During the offseason, Coleman, a junior, gained an extra year of eligibility after learning he had been granted a medical red-shirt for his first season at Garden City Community College. Asked if he thought the extra time gave Coleman a lift and was the reason for his strong spring, Weis brought it back to simple football.
“I think the fact that we’re throwing to him a lot has given him some extra energy,” Weis said. “When you line up, the most attention goes to Harwell first and Tony (Pierson) second. When Coleman is the isolated guy, he’s (facing) a lot of one-on-one (coverage). He’ll get a lot of one-on-one. If you don’t have anyone that’s getting open on the single-receiver side, you’ve got a problem. He’s been getting open, so that’s a positive.”
Depth chart takes shape
Weis did not reveal details of his team’s spring depth chart but did say the players have a pretty clear view of where they stand.
“When we say, ‘First offense go out there,’ guys know who’s going out there,” he said. “When we call a personnel group, I don’t think there’d be a ‘Should I go out or should I go out?’ They kind of know.

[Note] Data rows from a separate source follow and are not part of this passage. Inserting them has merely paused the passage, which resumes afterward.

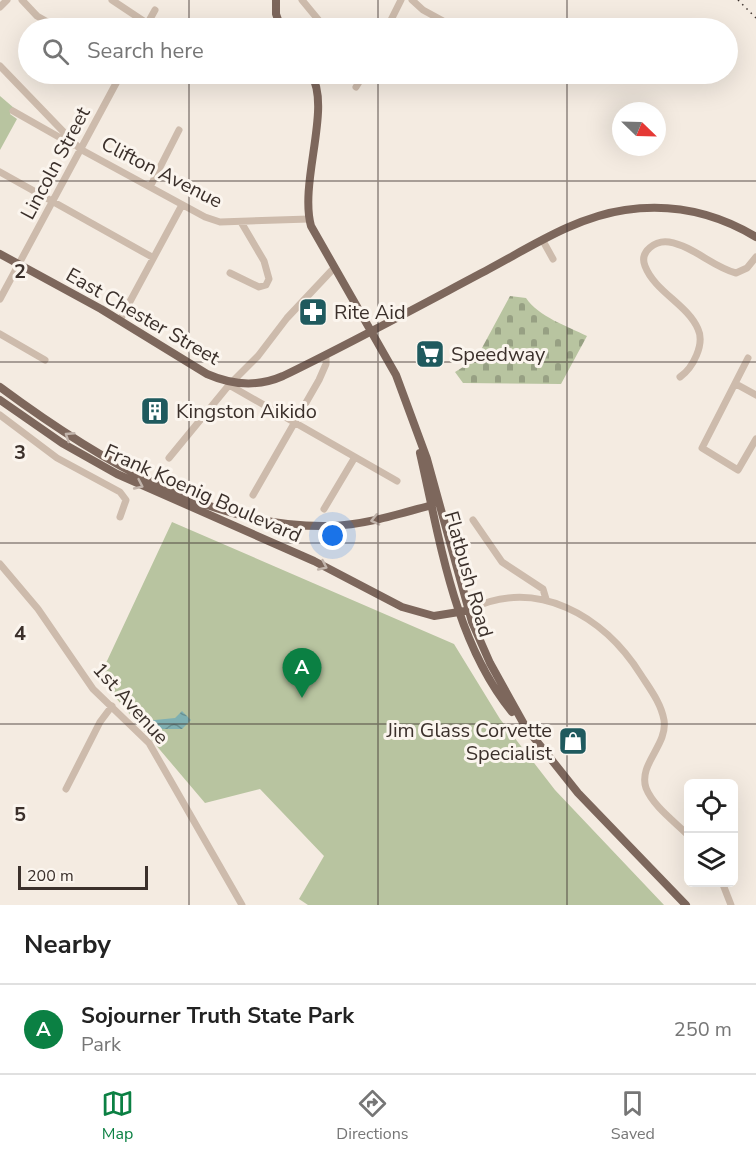 <!DOCTYPE html>
<html lang="en">
<head>
<meta charset="utf-8">
<style>
  body { margin:0; font-family:"Nunito Sans",sans-serif; background:#f2f2f2; color:#222 }
  .controls { position:absolute; right:18px; bottom:18px; display:grid; overflow:hidden; border-radius:9px; box-shadow:0 6px 24px #0002 }
  .controls button { width:54px; height:54px; display:grid; place-items:center; padding:0; border:0; border-bottom:2px solid #e0e0e0; background:#fff; color:#222; font:30px sans-serif }
  .compass { position:absolute; left:612px; top:102px; width:54px; height:54px; border-radius:50%; background:#fff; box-shadow:0 6px 24px #0002; rotate:113deg }
  .scale { position:absolute; left:18px; bottom:15px; width:130px; box-sizing:border-box; padding-left:6px; border:3px solid #3b302b; border-top:0; font-size:16px; line-height:21px; white-space:nowrap; color:#3b302b; -webkit-text-stroke:4px #fbf5ee; paint-order:stroke }
  .you { position:absolute; left:333px; top:536px; width:21px; height:21px; margin:-15px; border:4px solid #fff; border-radius:50%; background:#1a73e8; box-shadow:0 0 0 9px #1a73e833 }
  .badge { display:grid; place-items:center; width:39px; height:39px; border-radius:50%; background:#0b8043; color:#fff; font-size:20px; font-weight:700 }
  .pin { position:absolute; translate:-50% -50px; filter:drop-shadow(0 2px 3px #0008) }
  .pin::after { content:''; position:absolute; top:32px; width:21px; height:18px; background:inherit; clip-path:polygon(0 0,100% 0,50% 100%) }
  .list { margin:0; padding:0; list-style:none }
  h2 { display:flex; justify-content:space-between; align-items:center; height:78px; margin:0; padding:0 24px; font-size:26px }
  h2 small { font-size:20px; font-weight:400; color:#767676 }
  .list li { display:grid; grid-template-columns:39px 1fr auto; gap:18px; align-items:center; box-sizing:border-box; height:90px; padding:0 24px; border-top:2px solid #e0e0e0 }
  .list b { display:block; font-size:22px; white-space:nowrap }
  .list p { margin:0; font-size:20px; white-space:nowrap; color:#767676 }
  .list em { font-size:20px; font-style:normal; color:#767676 }
  .icon { flex:none; width:33px; height:33px; fill:none; stroke:currentColor; stroke-width:2; stroke-linecap:round; stroke-linejoin:round }
  .map { position:relative; flex:none; width:756px; height:905px; overflow:hidden }
  .search { position:absolute; background:#fff; box-shadow:0 6px 24px #0002; left:18px; right:18px; top:18px; height:66px; display:flex; align-items:center; gap:15px; box-sizing:border-box; padding:0 21px; border-radius:33px; color:#767676; font-size:22px }
  .sheet { height:168px; background:#fff }
  nav { display:flex; justify-content:space-around; align-items:center; box-sizing:border-box; height:84px; border-top:2px solid #e0e0e0; background:#fff; font-size:16px; color:#767676 }
  nav a { display:grid; justify-items:center; gap:3px }
  nav .on { color:#0b8043 }
  .map>svg:first-child { display:block }
  .cemetery { fill:url(#cemetery-stones) }
  .park { fill:#b8c4a0 }
  .water { fill:url(#water-waves) }
  .lines { fill:none; stroke-linecap:round; stroke-linejoin:round }
  .minor { stroke:#cdbbac; stroke-width:7 }
  .major { stroke:#7d675c; stroke-width:8 }
  .rail { stroke:#3b302b; stroke-width:1.5; stroke-dasharray:1.5 4.5; stroke-linecap:butt }
  .oneway { stroke:#c2b5ac }
  .grid { fill:none; stroke:#3b302b; stroke-width:1.5; stroke-opacity:0.55 }
  .labels { text-anchor:middle; stroke-width:6; stroke-linejoin:round; paint-order:stroke }
  .street-label { font-size:20px; fill:#3b302b; stroke:#fbf5ee }
  .poi-label { font-size:20px; fill:#3b302b; stroke:#fbf5ee; text-anchor:start }
  .grid-label { font-size:20px; text-anchor:middle; font-weight:bold; fill:#3b302b; stroke:#fbf5ee; stroke-width:6; stroke-linejoin:round; paint-order:stroke }
</style>
</head>
<body>
<div class="map">
<svg width="756" height="905" viewBox="0 0 756 905">
  <defs>
    <pattern id="cemetery-stones" width="16" height="16" patternUnits="userSpaceOnUse" patternTransform="scale(1.5)"><rect width="16" height="16" fill="#b8c4a0"/><path d="M2 7V4a2 2 0 0 1 4 0v3zM10 15v-3a2 2 0 0 1 4 0v3z" fill="#97a083"/></pattern>
    <pattern id="water-waves" width="16" height="10" patternUnits="userSpaceOnUse" patternTransform="scale(1.5)"><rect width="16" height="10" fill="#7fb0b2"/><path d="M0 5q4-4 8 0t8 0" fill="none" stroke="#699091"/></pattern>
  </defs>
  <rect width="100%" height="100%" fill="#f4ebe1"/>
  <path class="cemetery" d="M510,296L526,298C539,317 567,326 587,336L561,384L463,383L455,372L476,359Z"/>
  <path class="park" d="M0,96L14,108L10,114L17,119L0,150Z
    M172,522L454,644L500,719L555,790L664,905H308L299,899L324,856L260,789L205,803L99,678Z"/>
  <path class="water" d="M182,711L191,720L182,729H161L154,732L145,721L175,718Z"/>
  <g class="lines">
    <path class="minor" d="M22,0L37,16L51,24
      M112,0L154,28
      M302,0L321,23
      M412,0L423,10L456,28
      M0,7L7,0
      M145,28L155,10
      M387,28L401,0
      M0,66L80,149L205,217L220,222L309,219
      M356,87L364,74
      M13,111L73,145
      M0,172L152,257
      M150,187L179,130
      M543,241L553,259
      M230,273L259,287L266,285L269,279L264,261L241,222
      M0,299L121,74
      M120,320L182,205
      M0,334L45,360
      M748,358L702,448L738,470L756,439
      M680,377C693,368 705,344 698,329C687,304 655,292 645,266C639,251 656,240 669,242C693,246 713,267 736,273L747,268L756,257
      M736,384L756,395
      M229,385L397,481
      M0,415L57,458L120,492L126,500L120,517
      M169,458L229,385L258,356L287,318L334,268
      M253,495L319,380L326,364V355
      M324,509L355,457
      M473,520L502,562L543,589L546,599
      M0,564L38,609L93,689L149,743L242,905
      M468,610C537,576 604,616 641,675C650,689 661,703 664,720C668,745 638,764 646,788C653,806 675,822 688,835
      M66,789L100,722L112,706
      M722,882L731,905"/>
    <path class="major" d="M276,0V14L281,28
      M311,74C332,107 299,182 311,226L396,375L427,459L472,622L490,663L525,726
      M0,254L101,309L207,374C232,385 258,387 283,376C353,342 421,305 489,269C532,246 576,217 625,210C672,203 716,213 756,237
      M0,387C93,456 210,529 330,526C365,525 399,514 432,505
      M0,400L62,443L117,474L314,561L402,607L434,616L465,611
      M420,453C440,540 454,641 512,712
      M523,724L578,793L686,905"/>
    <path class="rail" d="M738,0L756,18"/>
  </g>
  <defs><path id="oneway-chevron" d="M-2-3.5L2.5 0L-2 3.5" fill="none" stroke-width="1.6" stroke-linecap="round" stroke-linejoin="round" transform="scale(1.5)"/></defs>
  <g class="oneway">
    <use href="#oneway-chevron" transform="translate(69 436) rotate(-147)"/>
    <use href="#oneway-chevron" transform="translate(139 485) rotate(25)"/>
    <use href="#oneway-chevron" transform="translate(375 520) rotate(167)"/>
    <use href="#oneway-chevron" transform="translate(323 566) rotate(25)"/>
  </g>
  <path class="grid" d="M189,0V28M378,0V28M567,0V28M189,74V905M378,74V905M567,74V905M0,181H756M0,362H756M0,543H756M0,724H756"/>
  <defs>
    <g id="pharmacy-square" transform="scale(1.5)"><rect x="-9" y="-9" width="18" height="18" rx="4" fill="#1f5a5e" stroke="#fbf5ee"/><path d="M-2-6h4v4h4v4h-4v4h-4v-4h-4v-4h4Z" fill="#fff"/></g>
    <g id="supermarket-square" transform="scale(1.5)"><rect x="-9" y="-9" width="18" height="18" rx="4" fill="#1f5a5e" stroke="#fbf5ee"/><path d="M-6-5.5h2.5l.6 2H6L4.5 2H-2.5L-4.4-4H-6ZM-1.5 3.2a1.3 1.3 0 1 0 .1 0ZM3 3.2a1.3 1.3 0 1 0 .1 0Z" fill="#fff"/></g>
    <g id="building-square" transform="scale(1.5)"><rect x="-9" y="-9" width="18" height="18" rx="4" fill="#1f5a5e" stroke="#fbf5ee"/><path d="M-4-6H4V6H1V3H-1V6H-4ZM-2.5-4.3h1.7v1.8h-1.7ZM.8-4.3h1.7v1.8H.8ZM-2.5-1h1.7V.8h-1.7ZM.8-1h1.7V.8H.8Z" fill="#fff"/></g>
    <g id="shop-square" transform="scale(1.5)"><rect x="-9" y="-9" width="18" height="18" rx="4" fill="#1f5a5e" stroke="#fbf5ee"/><path d="M-5-2.5h2.3a2.7 3.5 0 0 1 5.4 0H5L5.5 6h-11ZM-1.5-2.5h3a1.5 2.3 0 0 0-3 0Z" fill="#fff"/></g>
  </defs>
  <g fill-rule="evenodd">
    <use href="#pharmacy-square" x="313" y="312"/>
    <use href="#supermarket-square" x="430" y="354"/>
    <use href="#building-square" x="155" y="411"/>
    <use href="#shop-square" x="573" y="741"/>
  </g>
  <g class="labels">
    <g class="street-label">
      <text transform="translate(55 163) rotate(-62)" y="7">Lincoln Street</text>
      <text transform="translate(162 172) rotate(27)" y="7">Clifton Avenue</text>
      <text transform="translate(143 316) rotate(30)" y="7">East Chester Street</text>
      <text transform="translate(203 493) rotate(24)" y="7">Frank Koenig Boulevard</text>
      <text transform="translate(469 574) rotate(74)" y="7">Flatbush Road</text>
      <text transform="translate(131 703) rotate(48)" y="7">1st Avenue</text>
    </g>
    <g class="poi-label">
      <text x="334" y="319">Rite Aid</text>
      <text x="451" y="361">Speedway</text>
      <text x="176" y="418">Kingston Aikido</text>
      <text x="552" y="737" text-anchor="end">Jim Glass Corvette<tspan x="552" dy="23">Specialist</tspan></text>
    </g>
  </g>
  <g class="grid-label">
    <text x="20" y="278">2</text>
    <text x="20" y="459">3</text>
    <text x="20" y="640">4</text>
    <text x="20" y="821">5</text>
  </g>
</svg>
<div class="controls">
<button><svg class="icon" aria-label="locate" viewBox="0 0 24 24"><circle cx="12" cy="12" r="6"/><path d="M12 2v4M12 18v4M2 12h4M18 12h4"/></svg></button>
<button><svg class="icon" aria-label="layers" viewBox="0 0 24 24"><path d="M12 4l9 5-9 5-9-5zM3 14l9 5 9-5"/></svg></button>
</div>
<svg class="compass" viewBox="-18 -18 36 36"><path d="M0-13l5 13h-10z" fill="#e53935"/><path d="M0 13l5-13h-10z" fill="#767676"/></svg>
<div class="scale">200 m</div>
<div class="you"></div>
<div class="pin badge" style="left:302px;top:698px">A</div>
<div class="search"><svg class="icon" aria-label="search" viewBox="0 0 24 24"><circle cx="10" cy="10" r="6"/><path d="M15 15l6 6"/></svg>Search here</div>
</div>
<section class="sheet">
<h2>Nearby<small></small></h2>
<ul class="list">
<li><span class="badge">A</span><div><b>Sojourner Truth State Park</b><p>Park</p></div><em>250 m</em></li>
</ul>
</section>
<nav>
<a class="on"><svg class="icon" aria-label="map" viewBox="0 0 24 24"><path d="M3 6l6-2 6 2 6-2v14l-6 2-6-2-6 2zM9 4v14M15 6v14"/></svg>Map</a>
<a><svg class="icon" aria-label="directions" viewBox="0 0 24 24"><path d="M12 3l9 9-9 9-9-9zM9 14v-3h6M13 9l2 2-2 2"/></svg>Directions</a>
<a><svg class="icon" aria-label="saved" viewBox="0 0 24 24"><path d="M7 4h10v16l-5-4-5 4z"/></svg>Saved</a>
</nav>
</body>
</html>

For the first (several) days, that bounced around some, but I don’t think that’s bouncing around so much right now.”
Eight is enough?
Weis and offensive-line coach John Reagan said earlier this week they had eight guys on the offensive line about whom they felt pretty good at this point in spring drills.
That’s not the end goal, of course, since they would like to have a solid two-deep at all five line spots established before heading into the season. But given that the O-line is one of the questions surrounding this team and that they’ve only had a handful of practices to work in the new offense, both coaches seemed pleased with the progress up front.
“I’m not discouraged at all,” Reagan said. “I’m encouraged by their knowledge and their attention and their work ethic.”